C’est un supplément de rigueur au travail d’accompagnement. L’idée de projet fait coïncider le principe de l’éducabilité de l’usager – celui-ci n’est pas “au bout de lui-même”, il peut littéralement sortir de lui-même ou de sa situation, se jeter en avant et évoluer – et son engagement dans son propre changement – le projet s’écrit avec l’usager. On ne saurait mieux dire. Au point qu’aujourd’hui, “projet” est devenu le maître mot… avec les dérives qui accompagnent un tel engouement. Le terme est en effet galvaudé, employé à tort et à travers. Tout fait projet : une scolarité, un cursus professionnel, des actes banals du quotidien, un accompagnement thérapeutique, le respect des règles… Le projet devient l’étalon de mesure. Etre ou ne pas être dans son projet, pour le sujet, telle est la question ! Sa mise en œuvre dans les pratiques soulève pourtant de nombreuses interrogations et aiguise la réflexion.

La notion de “projet” d’aujourd’hui, empreinte de pragmatisme et tournée vers sa réalisation, n’a pas toujours été pensée ainsi. En se tournant du côté des lettres – un geste si précieux pour interroger les concepts –, nous nous apercevons que le projet a une signification bien plus complexe.
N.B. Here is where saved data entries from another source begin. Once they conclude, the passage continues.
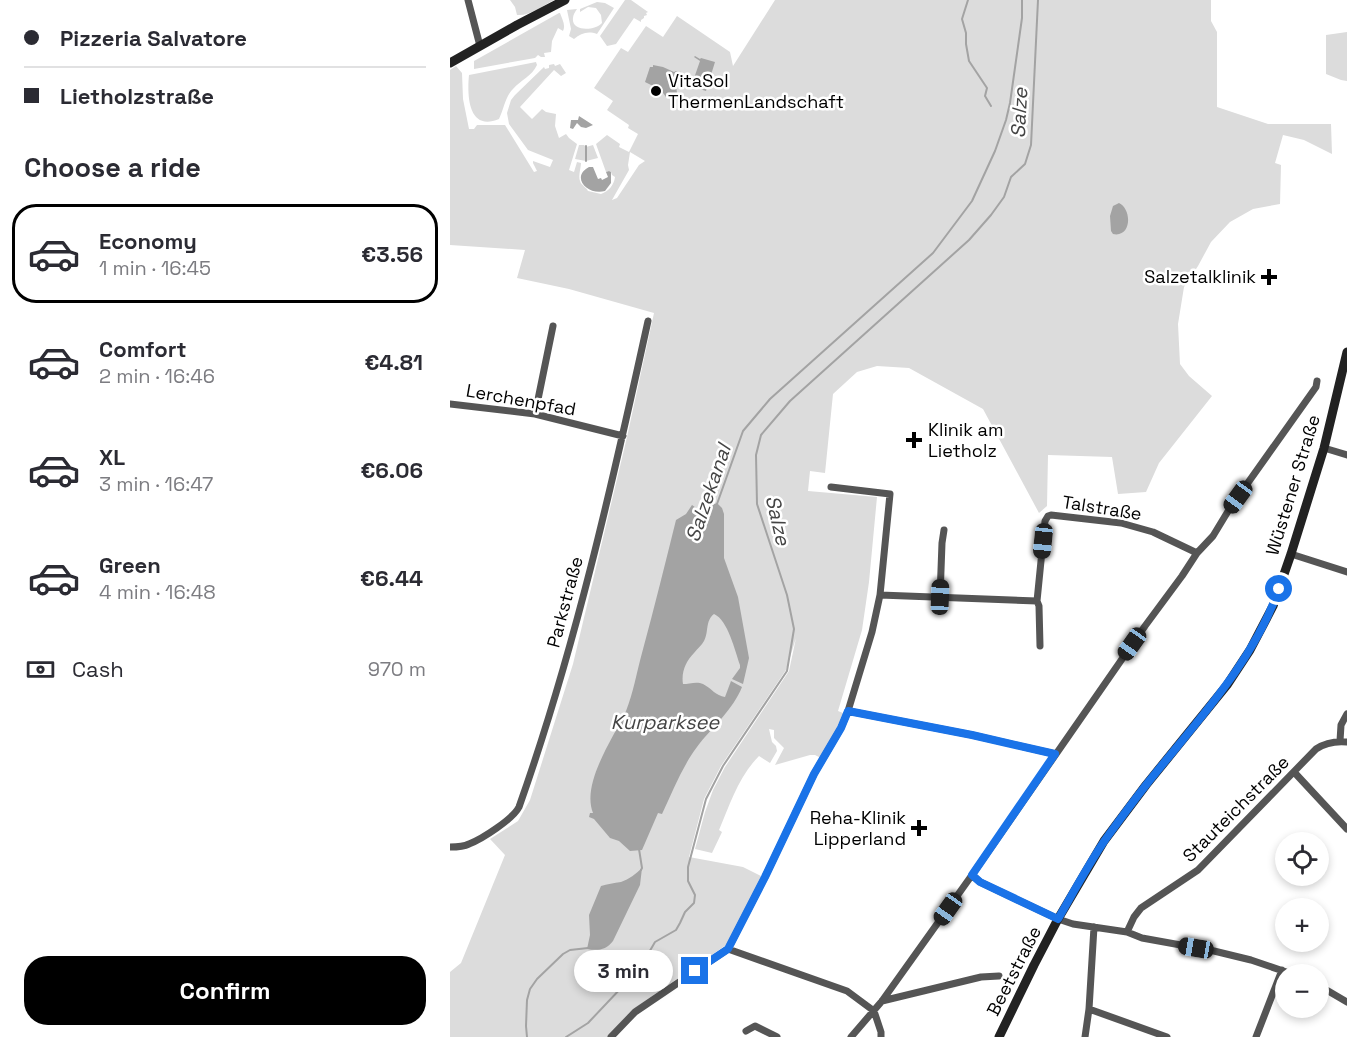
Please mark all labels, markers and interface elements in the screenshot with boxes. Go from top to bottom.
text: Pizzeria Salvatore [60,24,247,52]
place label: VitaSol ThermenLandschaft [668,69,844,113]
text: Lietholzstraße [60,82,214,110]
marker: VitaSol ThermenLandschaft [649,84,663,98]
water label: Salze [1005,86,1033,139]
text: Choose a ride [24,150,201,185]
icon: car [27,227,81,281]
text: Economy [99,227,197,255]
text: €3.56 [361,240,423,268]
text: 1 min · 16:45 [99,255,211,281]
place label: Salzetalklinik [1144,265,1256,288]
marker: Salzetalklinik [1260,268,1278,286]
icon: car [27,335,81,389]
text: Comfort [99,335,187,363]
text: €4.81 [364,348,423,376]
text: 2 min · 16:46 [99,363,215,389]
street label: Lerchenpfad [464,379,578,420]
street label: Wüstener Straße [1260,412,1325,558]
place label: Klinik am Lietholz [928,418,1003,462]
marker: Klinik am Lietholz [905,431,923,449]
water label: Salzekanal [679,439,737,545]
icon: car [27,443,81,497]
text: XL [99,443,125,471]
text: €6.06 [360,456,423,484]
text: 3 min · 16:47 [99,471,213,497]
car [1220,477,1256,517]
street label: Talstraße [1061,490,1143,525]
water label: Salze [760,492,797,549]
car [1032,522,1054,560]
icon: car [27,551,81,605]
text: Green [99,551,161,579]
street label: Parkstraße [541,554,588,650]
text: €6.44 [360,564,423,592]
route start [1265,575,1292,602]
text: 4 min · 16:48 [99,579,216,605]
car [930,579,950,615]
car [1114,624,1150,664]
icon: cash [24,653,57,686]
text: Cash [72,655,124,683]
text: 970 m [368,656,426,682]
water label: Kurparksee [611,709,720,735]
street label: Stauteichstraße [1177,750,1294,867]
place label: Reha-Klinik Lipperland [810,806,906,850]
marker: Reha-Klinik Lipperland [910,819,928,837]
map controls [1275,832,1329,1018]
button: locate [1275,832,1329,886]
car [930,889,966,929]
button: + [1275,898,1329,952]
street label: Beetstraße [981,922,1046,1019]
car [1177,936,1215,960]
callout: 3 min [575,950,674,992]
button: Confirm [24,956,426,1025]
route end [681,957,708,984]
text: 3 min [598,958,649,984]
button: − [1275,964,1329,1018]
Dans la littérature, il s’offre comme un ressort romanesque efficace. La trame suit le fil qui part de son ébauche jusqu’à sa réalisation. Elle gamberge d’abord sur son élaboration, la démesure, écoute le sourd dialogue qui s’instaure entre le désir et les moyens de sa réalisation, leurs négociations. Puis vient le moment du point de bascule, des efforts déployés à sa mise en œuvre, la survenue d’intrigues et de contrariétés. Enfin, le dénouement : peut-être le renoncement, l’échec ou la réussite, sans qu’aucun ne laisse indemne…

Le projet « classique », ouverture de tous les possibles

La littérature décline le projet dans toutes sortes d’aventures : découvrir une île fabuleuse (Robert Louis Stevenson, L’Ile au trésor), voyager dans l’espace ou sur les océans (Jules Verne, De la Terre à la Lune ; Vingt mille lieues sous les mers), entreprendre une femme (“Vous avez donc des projets sur la nièce”, lit-on dans L’Impertinent de Desmahis), prendre sur soi (“Memnon conçut un jour le projet insensé d’être parfaitement sage”, avertit Voltaire dans Memnon ou la Sagesse humaine), ou tout simplement s’exprimer (une idée que Pascal reproche à Montaigne : “Le sot projet qu’il a de se peindre”, tacle-t-il dans ses Pensées)… Le projet classique est une ébauche qui tend à modifier le monde autant que soi-même, l’ouverture de tous les possibles. Il n’est ni vœu pieu ni programme dont l’application entraîne automatiquement sa réalisation. Il furète entre les deux, dans une zone où se négocient un désir et les moyens de sa réalisation. Et même si l’équilibre est fragile, les deux coexistent : le désir singulier, son extravagance et la recherche des voies vers sa réalisation, le calcul et les moyens. Sans jamais rien lâcher sur la question de la tension et du risque. Pas de garantie. “J’ai vu tous mes projets tant de fois démentis”, soupire Antiochus dans Bérénice de Racine (Acte V, scène 2)(1).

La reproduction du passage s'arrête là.